What on-prem load balancing / virtual-ip implementation did you use?

@ml2,

In my case the Openstack don’t release the IP’s dinamically associated to the instances until I ask for that or terminate the instance.

I use the Terraform to create all the basic of my Openstack deployment and it works like a charm.

Att,

Ml2,

I have had success using metallb (alpha project from Google - https://github.com/google/metallb) for external ip using spec.loadbalancerip. And using external-dns and a subzone in infoblox for external dns (https://github.com/kubernetes-incubator/external-dns). The combination allows me to resolve service clusterIPs externally without needing a wildcard dns. It has been pretty reliable.

@cwade

Would you recommend it for production?

Since there’s no major version?

MetalLB seems like a promising option. Might be sufficiently mature for my use case.

From the site:

MetalLB is being used in several production and non-production clusters, by several people and companies. So far, it appears to be very stable in those deployments, but in the grand scheme of things, MetalLB is still not hugely “battle tested.”
MetalLB, bare metal load-balancer for Kubernetes

@etlweather
I found a thread on the project website that people explain their use case using it.

I’m implementing the Istio plataform. I’m adapting the helm oficial based on example in istio-ingress-tutorial to deploy istio-ingress to each node in a dedicated node pool.

Let us know how it goes!

By the way, if you don’t want the nginx ingress, looks like you can disable it in your cluster by editing your cluster in yaml.

Presumably, you can also specify a node selector so it does not run on every node.

@etlweather, did you make some progress on this topic? (trying metallb, nginx or something else)

I’m back from vacation so I didn’t advance on this on my side.

Do you have some useful conclusion so that I can start to build something from there?

@amioranza, did some user started to use your setup? Is it working fine?
Thanks

@ml2 I have been continuing my research / testing.

Ingress

I tried 3 forms of ingress / load balancers: the default NGINX Ingress, Ambassador and Traefik.

In the end, I had the best experience with the default NGINX Ingress. Using the documentation, I was able to add configuration to it and resolve the defects I was running into.

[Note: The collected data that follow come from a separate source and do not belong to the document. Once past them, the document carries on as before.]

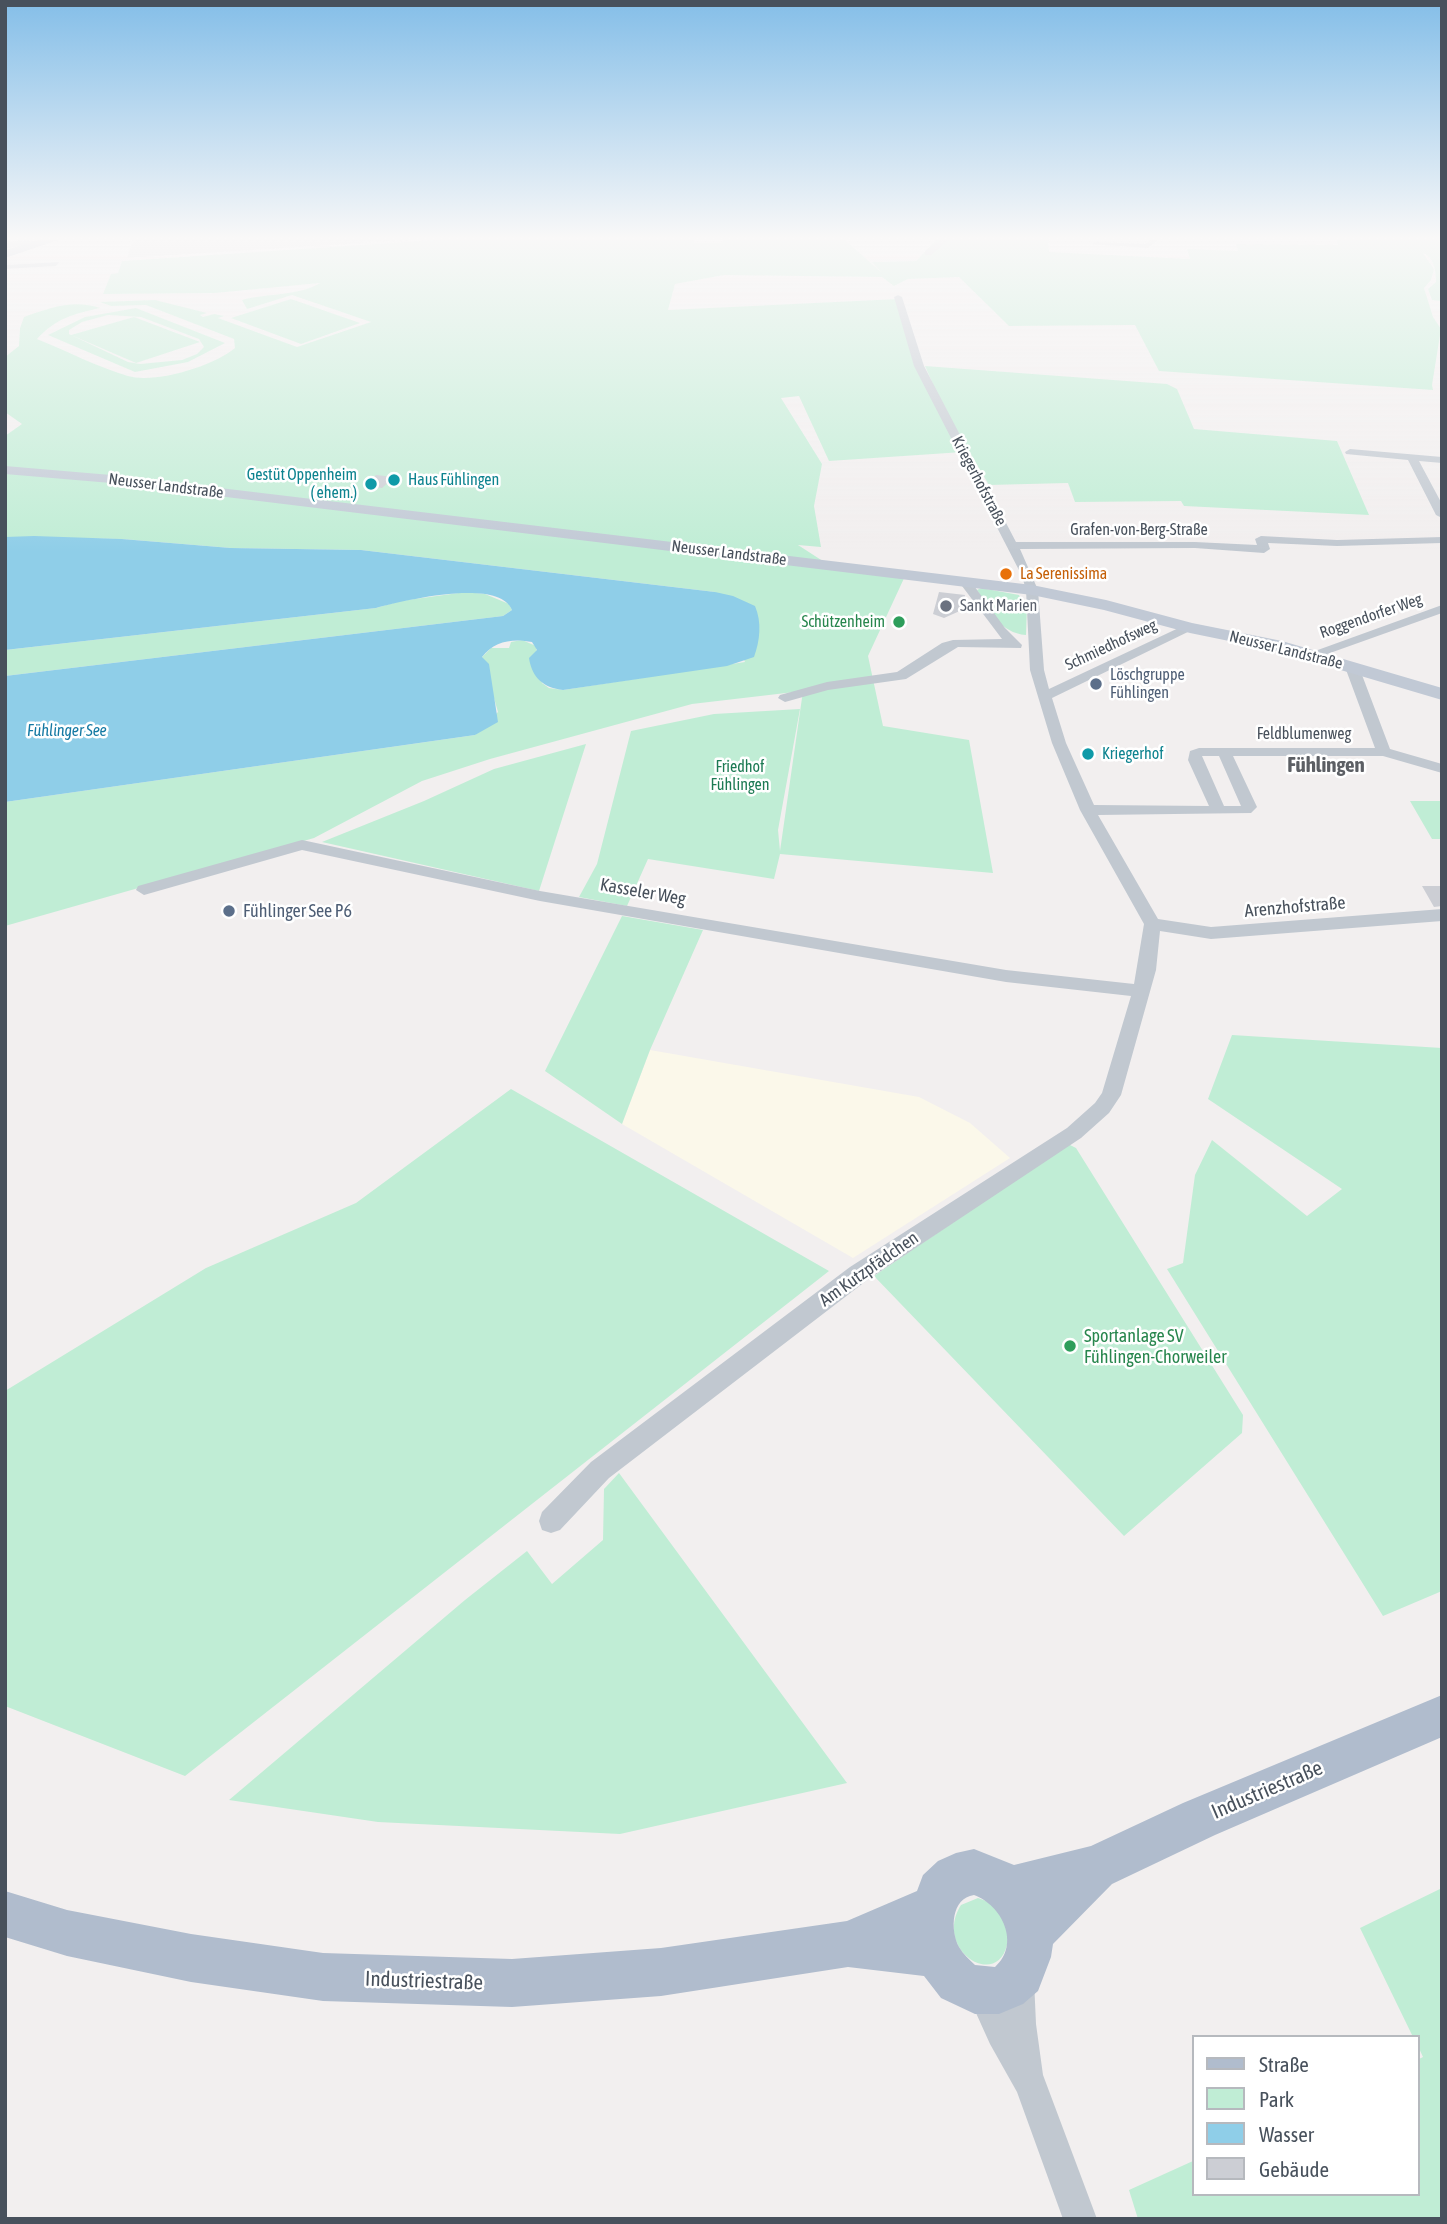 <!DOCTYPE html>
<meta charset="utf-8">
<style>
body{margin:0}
#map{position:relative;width:1447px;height:2224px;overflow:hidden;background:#f2efef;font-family:"Asap Condensed",sans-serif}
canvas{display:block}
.frame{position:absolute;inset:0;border:7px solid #48515c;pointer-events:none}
.legend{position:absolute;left:1192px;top:2035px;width:228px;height:161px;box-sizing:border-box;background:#fff;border:2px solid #b6b9be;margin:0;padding:9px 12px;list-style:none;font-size:21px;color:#48515c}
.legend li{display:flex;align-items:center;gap:14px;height:35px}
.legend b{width:35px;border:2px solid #b6b9be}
</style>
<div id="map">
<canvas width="1447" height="2224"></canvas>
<div class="frame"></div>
<ul class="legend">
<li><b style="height:9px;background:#b0bccd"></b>Straße</li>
<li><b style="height:19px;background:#c0edd5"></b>Park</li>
<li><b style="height:19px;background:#8fcee8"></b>Wasser</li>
<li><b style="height:19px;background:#ccced4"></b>Gebäude</li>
</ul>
</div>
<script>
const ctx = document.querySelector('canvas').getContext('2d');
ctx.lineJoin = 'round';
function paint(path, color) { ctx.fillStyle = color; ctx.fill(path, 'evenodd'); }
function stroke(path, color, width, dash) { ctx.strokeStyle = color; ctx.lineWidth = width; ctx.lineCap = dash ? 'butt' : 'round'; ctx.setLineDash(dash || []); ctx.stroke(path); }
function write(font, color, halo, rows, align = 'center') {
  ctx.font = font + ' "Asap Condensed",sans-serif'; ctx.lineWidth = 5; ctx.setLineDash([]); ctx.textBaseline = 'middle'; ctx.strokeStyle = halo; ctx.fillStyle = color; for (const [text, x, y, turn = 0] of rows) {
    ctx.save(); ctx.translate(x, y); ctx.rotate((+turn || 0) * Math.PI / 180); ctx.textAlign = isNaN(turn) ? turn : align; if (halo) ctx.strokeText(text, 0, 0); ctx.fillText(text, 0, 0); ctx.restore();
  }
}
paint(new Path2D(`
 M 650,1050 L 919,1097 L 970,1123 L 1010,1158 L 853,1258 L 622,1124 Z`), '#fbf8ea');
paint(new Path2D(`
 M 133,240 L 408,240 L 127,258 Z`), '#e3e1e1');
paint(new Path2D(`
 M 436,240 L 694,240 L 694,243 L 722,243 L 723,240 L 845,240 L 881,272 L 872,262 L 916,261 L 936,240 L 1048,240 L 1049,252 L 1190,259 L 1187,249 L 1238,251 L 1236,244 L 1338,245 L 1336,240 L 1442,240 L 1442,301 L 1432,300 L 1428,289 L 1436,282 C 1436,271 1434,257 1423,253 L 1434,269 L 1431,280 L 1424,288 L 1433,317 L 1441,329 L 1432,385 L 1433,390 L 1159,371 L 1135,325 L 1009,326 L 959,277 L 908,279 L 894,286 L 882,277 L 724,275 L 675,284 L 668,310 L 898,299 L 911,348 L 963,452 L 829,461 L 799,396 L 781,398 L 822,464 L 814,506 L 821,547 L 798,545 L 832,567 L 906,574 L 868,656 L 883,726 L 969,740 L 993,873 L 780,854 L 774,879 L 648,859 L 627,906 L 579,897 L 597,864 L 631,731 L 714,714 L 800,709 L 778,830 L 780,851 L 803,691 L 692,704 L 490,759 L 422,781 L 314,838 L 5,926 L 5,802 L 475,735 L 498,712 L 482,657 L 491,648 L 509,648 L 511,642 L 522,640 L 536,646 L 542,683 L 549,688 L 563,690 L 745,662 L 715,592 L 361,550 L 231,548 L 122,539 L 5,537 L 5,436 L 22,424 L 5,412 L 5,357 L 19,346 L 20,328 L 24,317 C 49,308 74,299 100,308 C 74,314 56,318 37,339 C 67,351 97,367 128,376 C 155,384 214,366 235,348 L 234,339 L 146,305 L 111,306 L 100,302 L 155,300 L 207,313 L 200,315 L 203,317 L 214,314 L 224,316 L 218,318 L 297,347 L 371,322 L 292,295 L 247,309 L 242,300 C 267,293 299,296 320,283 L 215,293 L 103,294 L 111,274 L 118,273 L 122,261 Z
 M 291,299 L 360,323 L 301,344 L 231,318 Z
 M 136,308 L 225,343 L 188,362 L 135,372 L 48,335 L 85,317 ZM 108,315 L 141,317 L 199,339 L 204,347 L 197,354 L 182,360 L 140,364 L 128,362 L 69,334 L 69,330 L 82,322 Z
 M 134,317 L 200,342 L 136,363 L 71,335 Z
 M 925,366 L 1167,384 L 1177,389 L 1194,429 L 1337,441 L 1369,515 L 1184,506 L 1181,501 L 1075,502 L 1068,483 L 989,485 L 943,407 Z
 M 981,588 L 1019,595 L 1024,605 L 1027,605 L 1026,635 C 1000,633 991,611 977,590 Z
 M 466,592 L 485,594 L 509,604 L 512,610 L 503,616 L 5,676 L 5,650 L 376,608 L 400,601 Z
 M 586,744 L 539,891 L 322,842 L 424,801 L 494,769 Z
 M 1410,801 L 1442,801 L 1442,839 L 1432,839 Z
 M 622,916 L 703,930 L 650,1050 L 622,1124 L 545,1071 Z
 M 1232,1035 L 1442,1048 L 1442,1591 L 1383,1616 L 1167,1269 L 1183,1263 L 1195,1175 L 1212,1140 L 1307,1216 L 1342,1189 L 1208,1099 Z
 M 511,1089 L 829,1271 L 185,1776 L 5,1706 L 5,1391 L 206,1268 L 356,1203 Z
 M 1068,1144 L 1076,1148 L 1243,1415 L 1242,1433 L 1124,1536 L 874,1276 Z
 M 619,1473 L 847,1783 L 620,1834 L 378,1822 L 229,1800 L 465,1600 L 527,1551 L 552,1584 L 603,1540 L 604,1489 Z
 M 1442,1888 L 1442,2219 L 1138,2219 L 1129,2190 L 1193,2161 L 1193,2194 L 1417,2194 L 1417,2060 L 1423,2057 L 1417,2044 L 1417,2037 L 1413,2037 L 1360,1928 Z
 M 978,1898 C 994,1903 998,1910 1005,1923 C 1008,1930 1009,1937 1007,1945 C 996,1990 933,1949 961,1905 Z`), '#c0edd5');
paint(new Path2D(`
 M 34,536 L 122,539 L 231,548 L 361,550 L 715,592 L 733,596 L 755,606 C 762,622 760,641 754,657 L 727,666 L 563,690 C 544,688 532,678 529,658 L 537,650 L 532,642 C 513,638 494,641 482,657 L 489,664 L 498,722 L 475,735 L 5,802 L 5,676 L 503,616 L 512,610 C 499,577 402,601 376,608 L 5,650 L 5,537 Z`), '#8fcee8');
paint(new Path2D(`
 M 376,475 L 394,477 L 382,488 L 364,486 Z
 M 939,592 L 965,595 L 962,610 L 944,618 L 933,614 Z
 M 1422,886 L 1442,886 L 1442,906 L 1434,907 Z`), '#ccced4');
paint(new Path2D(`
 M 940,240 L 949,240 L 931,255 L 925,255 L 925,251 Z
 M 1150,240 L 1158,240 L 1148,248 L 1092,244 L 1096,242 L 1146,244 Z
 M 59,262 L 56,266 L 5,269 L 5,265 Z
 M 898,295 L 902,297 L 924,366 L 1016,542 L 1195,542 L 1257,545 L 1255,539 L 1261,536 L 1337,540 L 1442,537 L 1442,543 L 1337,546 L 1268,543 L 1270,549 L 1264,553 L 1195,548 L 1020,549 L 1038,590 L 1044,670 L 1049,689 L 1185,625 L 1190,624 L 1196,628 L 1052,698 L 1066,743 L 1094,805 L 1209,806 L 1188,760 L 1190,751 L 1199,748 L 1375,748 L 1345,667 L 1352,663 L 1359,667 L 1390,749 L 1442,764 L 1442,773 L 1383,756 L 1233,756 L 1257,807 L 1251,813 L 1098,815 L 1158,919 L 1211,927 L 1442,909 L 1442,921 L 1211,939 L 1160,931 L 1156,970 L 1121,1095 L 1109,1113 L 1081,1138 L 866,1281 L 609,1478 L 560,1530 L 551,1533 L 542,1530 L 539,1521 L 542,1512 L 591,1462 L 850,1267 L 1067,1128 L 1095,1103 L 1102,1093 L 1131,996 L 1006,982 L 540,901 L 302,850 L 144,895 L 136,890 L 138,886 L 302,840 L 540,891 L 1006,970 L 1134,984 L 1144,924 L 1080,810 L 1052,743 L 1030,670 L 1026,590 L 1022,576 L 914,366 L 894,297 ZM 1202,756 L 1219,756 L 1241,806 L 1224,806 Z
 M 1350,449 L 1442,457 L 1442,463 L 1419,461 L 1442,504 L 1442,518 L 1436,515 L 1408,460 L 1346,454 L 1345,452 Z
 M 965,578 L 969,579 L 1005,628 L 1022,645 L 1021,648 L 958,647 L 906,679 L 828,690 L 785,702 L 778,698 L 780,695 L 827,682 L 897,672 L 942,643 L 953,640 L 1002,639 L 959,582 Z
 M 1442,605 L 1442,613 L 1316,658 L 1306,658 L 1304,655 Z
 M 1019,1965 L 1030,1969 L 1034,1980 L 1036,2024 L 1043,2075 L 1097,2219 L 1063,2219 L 1017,2092 L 990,2044 L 967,1993 L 972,1982 L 983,1977 L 994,1982 L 1004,2004 L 1004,1980 L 1008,1969 Z`), '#c1c8d0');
paint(new Path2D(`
 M 25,240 L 39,242 L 5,249 L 5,243 Z
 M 5,466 L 111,475 L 1032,585 L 1106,600 L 1192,623 L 1282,641 L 1442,688 L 1442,700 L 1273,650 L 1190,633 L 1104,610 L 1032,595 L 111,483 L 5,474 Z`), '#c1c9d5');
paint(new Path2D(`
 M 39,240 L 58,240 L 5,258 L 5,250 Z
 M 1442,1695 L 1442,1737 L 1215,1835 L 1112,1884 L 1053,1944 L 1051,1957 L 1038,1991 L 1023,2004 L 999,2014 L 975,2014 L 941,1998 L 924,1976 L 848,1967 L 661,1996 L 512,2007 L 323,2001 L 191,1982 L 67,1956 L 5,1937 L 5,1891 L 67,1910 L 191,1934 L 323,1953 L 512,1959 L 661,1948 L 847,1921 L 917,1891 L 923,1875 L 938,1861 L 956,1853 L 974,1849 L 1014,1865 L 1091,1846 L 1183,1803 ZM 974,1895 C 1002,1905 1021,1944 995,1967 L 975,1965 C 969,1959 963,1954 959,1947 C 950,1930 951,1898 974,1895 Z`), '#b0bccd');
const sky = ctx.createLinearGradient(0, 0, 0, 552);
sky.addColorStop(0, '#84bee8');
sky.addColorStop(0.43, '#f9f8f8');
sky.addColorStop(1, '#f9f8f800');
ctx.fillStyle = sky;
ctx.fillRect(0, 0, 1447, 552);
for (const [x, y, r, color] of [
 [394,480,7,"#0f9aa8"],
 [371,484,7,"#0f9aa8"],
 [1006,574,7,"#e8710a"],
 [946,606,7,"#6b7280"],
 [899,622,7,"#2e9e5b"],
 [1096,684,7,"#5c6f8a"],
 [1088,754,7,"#0f9aa8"],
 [229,911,7,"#5c6f8a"],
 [1070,1346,7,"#2e9e5b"]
]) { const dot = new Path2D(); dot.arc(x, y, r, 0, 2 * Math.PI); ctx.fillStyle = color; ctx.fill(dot); stroke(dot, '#fff', 2.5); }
write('16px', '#0d838f', '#fff', [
 ["Gestüt Oppenheim",357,475,"right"],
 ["( ehem.)",357,493,"right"],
 ["Haus Fühlingen",408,480],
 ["Kriegerhof",1102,754]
], 'left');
write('16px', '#48515c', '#fff', [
 ["Kriegerhofstraße",979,481,62],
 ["Neusser Landstraße",166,486,7],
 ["Grafen-von-Berg-Straße",1139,530],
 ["Neusser Landstraße",729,553,7],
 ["Roggendorfer Weg",1371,616,-19],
 ["Schmiedhofsweg",1111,645,-25],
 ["Neusser Landstraße",1286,650,14],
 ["Feldblumenweg",1304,734]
]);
write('16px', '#c56008', '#fff', [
 ["La Serenissima",1020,574]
], 'left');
write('16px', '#5b616d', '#fff', [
 ["Sankt Marien",960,606]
], 'left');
write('16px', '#27864d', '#fff', [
 ["Schützenheim",885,622]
], 'right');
write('16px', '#4e5e75', '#fff', [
 ["Löschgruppe",1110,675],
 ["Fühlingen",1110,693]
], 'left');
write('italic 16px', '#1479a3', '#fff', [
 ["Fühlinger See",67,731]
]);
write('16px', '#1c7a53', '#fff', [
 ["Friedhof",740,767],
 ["Fühlingen",740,785]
]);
write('18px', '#48515c', '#fff', [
 ["Kasseler Weg",643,892,10],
 ["Arenzhofstraße",1295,907,-5],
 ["Am Kutzpfädchen",869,1269,-35]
]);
write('18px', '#4e5e75', '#fff', [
 ["Fühlinger See P6",243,911]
], 'left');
write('18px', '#27864d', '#fff', [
 ["Sportanlage SV",1084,1336],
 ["Fühlingen-Chorweiler",1084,1357]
], 'left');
write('bold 21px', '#5c5f64', '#fff', [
 ["Fühlingen",1326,765]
]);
write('21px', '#48515c', '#fff', [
 ["Industriestraße",1267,1790,-23],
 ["Industriestraße",424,1981,2]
]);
</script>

Specifically, the main problem I ran into overall is that if I killed a worker node, it took 5 minutes for Kubernetes to officially consider the node broken. During that time, traffic was being sent to the broken node and would just “hang”. NGINX would continue to send traffic and would wait 30 seconds or something like that before returning a 503. This was unacceptable. This is what pushed me to look at other options - the lack of a circuit breaker. And also because I had a few requirements that I was trying to meet such as:

  • Restricting which network can access an HTTP resource
  • Exposing non-HTTP services
  • A desire to possibly use rate-limiting features
  • Monitoring of the Ingress
  • Sticky sessions (optionally)

Maybe some more but these are the key things I was looking for and at the outset, I didn’t see were available in the Ingress provided by Rancher.

Circuit breaker

This is the main feature I tested all 3 Ingresses against because that is what made the switch to Rancher 2.0 not possible. Right now, If a node goes down, Rancher 1.6 load balancer with HA Proxy detects that the node is down and stops sending traffic to it. HAProxy does health checks against the containers.

In Rancher 2.0 / Kubernetes, the health checks you define on a pod are executed by the Kubernetes controller, running on the same host as the container. Which while it has values such as detecting if the container is ready to receive traffic (readiness probe) and if it is still alive (so as to restart it), it has no value in providing a nice experience to your end users and keeping your service uptime. Your service is factually unavailable if the users get 30s waits and then get a 503, every X requests (X being the number of different hosts running your pod).

My post - Health check - does it even work? covers that in maybe more details and more accurately as to exact timeout values and behavior. It also covers that you can set some options for the kubernetes controller, but I have yet to find out how to set those using Rancher/RKE.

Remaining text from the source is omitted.